Input data Block Start

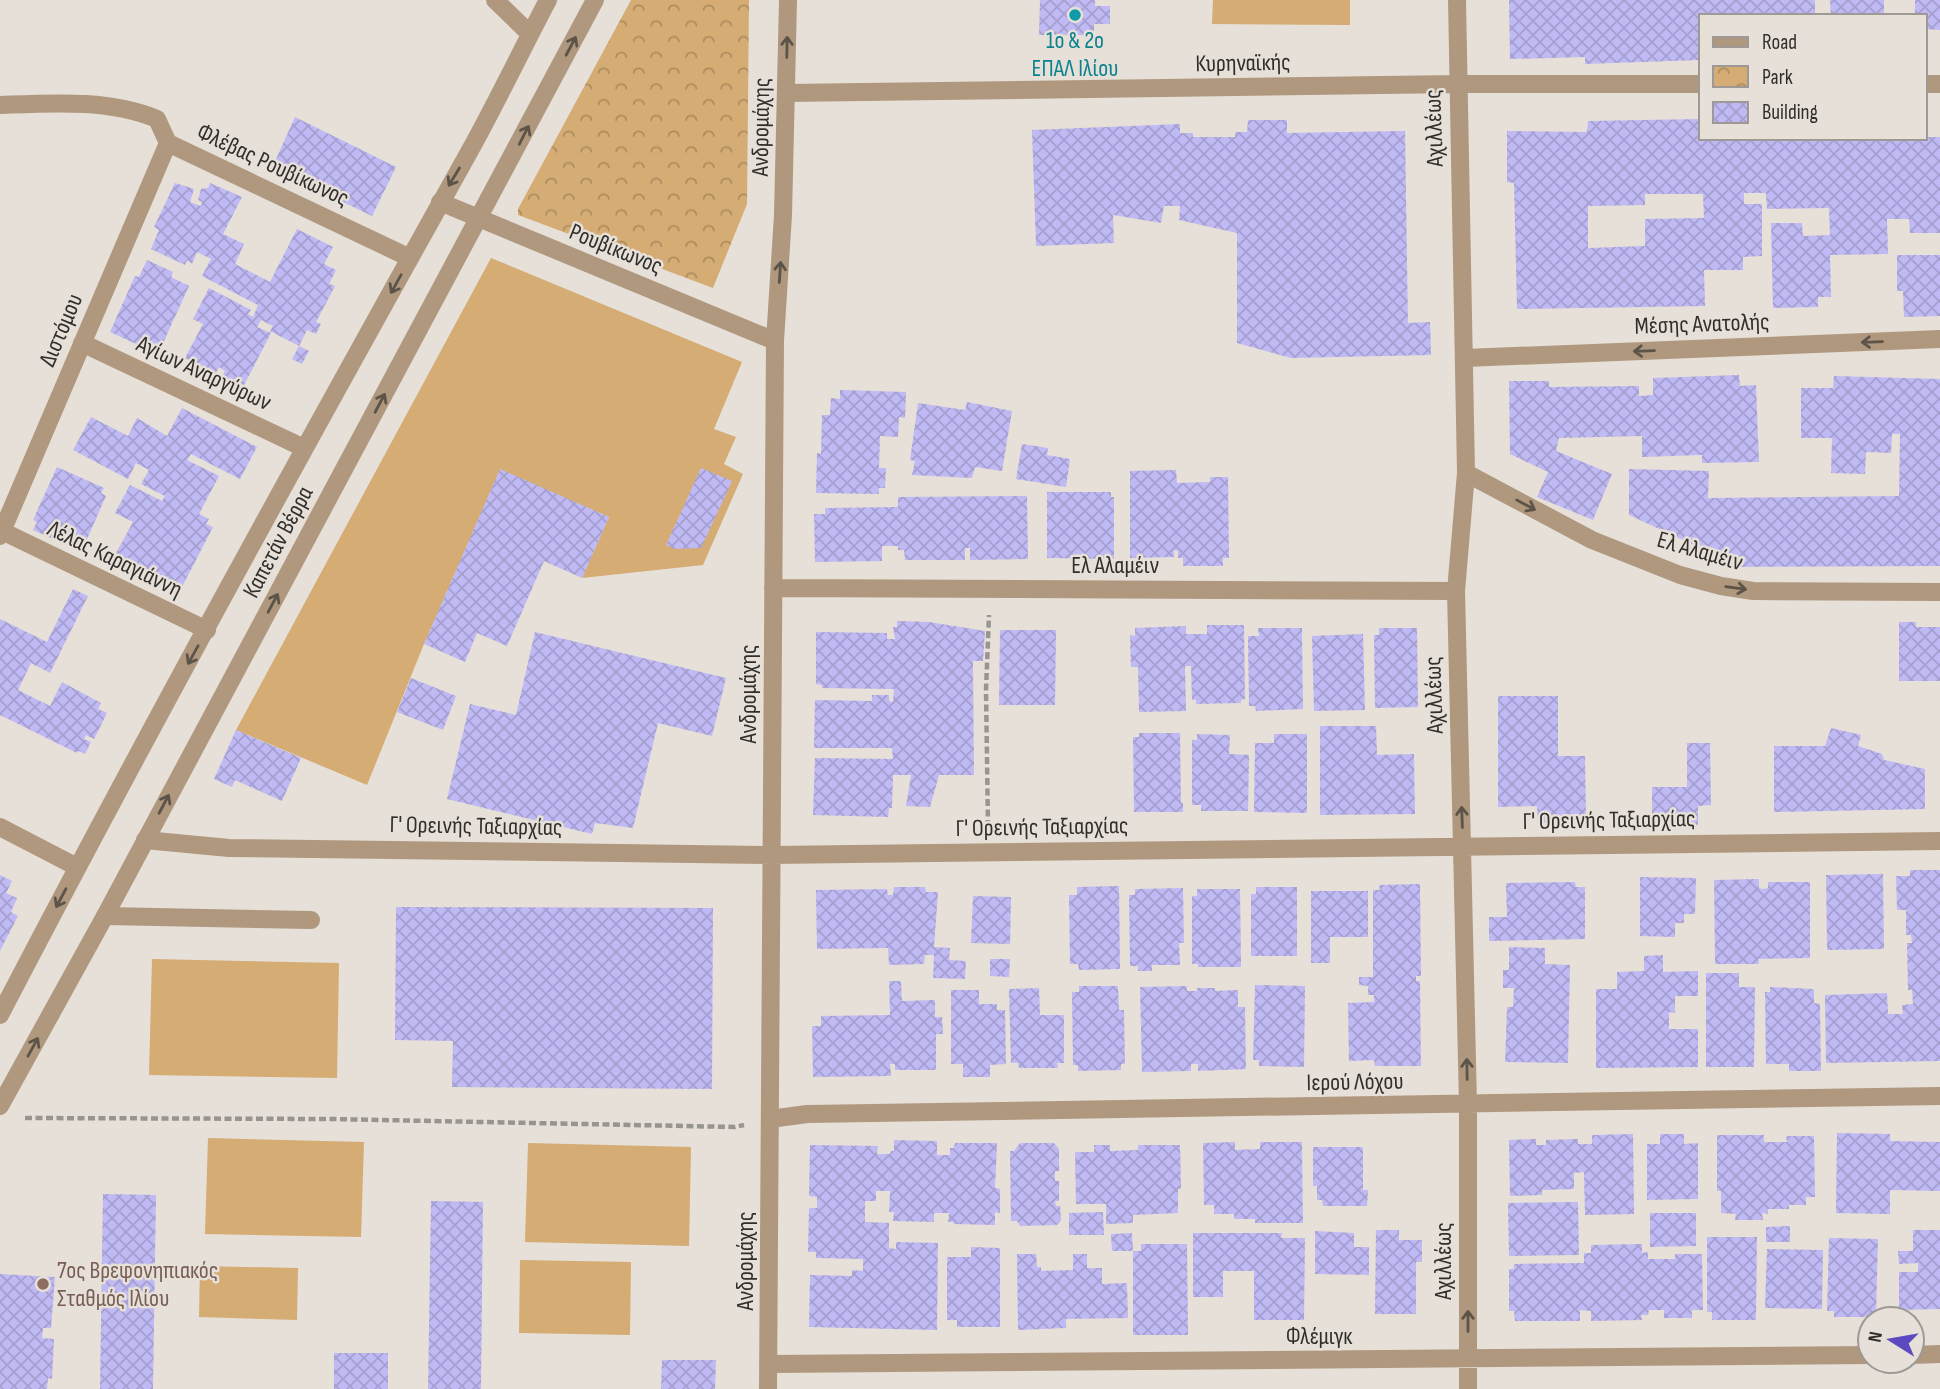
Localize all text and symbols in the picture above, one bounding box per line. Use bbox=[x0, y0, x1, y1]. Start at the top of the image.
marker: 1ο & 2ο ΕΠΑΛ Ιλίου bbox=[1067, 7, 1083, 23]
legend bbox=[1699, 14, 1926, 140]
place label: 1ο & 2ο ΕΠΑΛ Ιλίου bbox=[1032, 26, 1118, 83]
text: Road bbox=[1762, 30, 1797, 55]
one-way arrow bbox=[781, 35, 794, 58]
one-way arrow bbox=[564, 36, 578, 56]
street label: Κυρηναϊκής bbox=[1195, 48, 1291, 78]
text: Park bbox=[1762, 65, 1793, 90]
street label: Ανδρομάχης bbox=[746, 77, 776, 178]
street label: Αχιλλέως bbox=[1418, 89, 1450, 168]
text: Building bbox=[1762, 100, 1818, 125]
street label: Φλέβας Ρουβίκωνος bbox=[192, 117, 354, 213]
one-way arrow bbox=[517, 125, 531, 146]
one-way arrow bbox=[447, 167, 461, 187]
street label: Ρουβίκωνος bbox=[565, 217, 667, 281]
one-way arrow bbox=[773, 261, 786, 284]
one-way arrow bbox=[389, 273, 403, 293]
street label: Διστόμου bbox=[33, 289, 89, 371]
street label: Μέσης Ανατολής bbox=[1634, 307, 1770, 341]
street label: Αγίων Αναργύρων bbox=[131, 329, 276, 417]
one-way arrow bbox=[1861, 335, 1884, 348]
one-way arrow bbox=[1633, 345, 1656, 358]
one-way arrow bbox=[374, 393, 388, 414]
street label: Καπετάν Βέρρα bbox=[237, 481, 319, 603]
one-way arrow bbox=[1515, 498, 1536, 512]
street label: Λέλας Καραγιάννη bbox=[42, 513, 187, 604]
street label: Ελ Αλαμέιν bbox=[1654, 525, 1746, 577]
street label: Ελ Αλαμέιν bbox=[1071, 551, 1159, 580]
one-way arrow bbox=[1725, 582, 1747, 595]
one-way arrow bbox=[266, 594, 280, 614]
one-way arrow bbox=[186, 645, 200, 665]
street label: Ανδρομάχης bbox=[734, 645, 763, 744]
street label: Αχιλλέως bbox=[1418, 656, 1450, 735]
one-way arrow bbox=[158, 794, 172, 814]
street label: Γ' Ορεινής Ταξιαρχίας bbox=[1522, 804, 1696, 836]
one-way arrow bbox=[1456, 806, 1469, 829]
street label: Γ' Ορεινής Ταξιαρχίας bbox=[389, 810, 563, 842]
street label: Γ' Ορεινής Ταξιαρχίας bbox=[955, 811, 1129, 843]
one-way arrow bbox=[54, 887, 67, 908]
one-way arrow bbox=[26, 1037, 40, 1057]
one-way arrow bbox=[1460, 1058, 1474, 1081]
street label: Ιερού Λόχου bbox=[1306, 1067, 1404, 1097]
street label: Ανδρομάχης bbox=[731, 1212, 760, 1311]
street label: Αχιλλέως bbox=[1429, 1222, 1458, 1301]
place label: 7ος Βρεφονηπιακός Σταθμός Ιλίου bbox=[57, 1256, 218, 1313]
marker: 7ος Βρεφονηπιακός Σταθμός Ιλίου bbox=[35, 1276, 51, 1292]
north arrow bbox=[1856, 1305, 1926, 1375]
one-way arrow bbox=[1461, 1310, 1475, 1333]
street label: Φλέμιγκ bbox=[1286, 1322, 1353, 1351]
text: N bbox=[1864, 1330, 1888, 1344]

Input data Block End

The task: Go through the records and report each line that contains "Ταξιαρχίας".

Written answer:
street label: Γ' Ορεινής Ταξιαρχίας bbox=[1522, 804, 1696, 836]
street label: Γ' Ορεινής Ταξιαρχίας bbox=[389, 810, 563, 842]
street label: Γ' Ορεινής Ταξιαρχίας bbox=[955, 811, 1129, 843]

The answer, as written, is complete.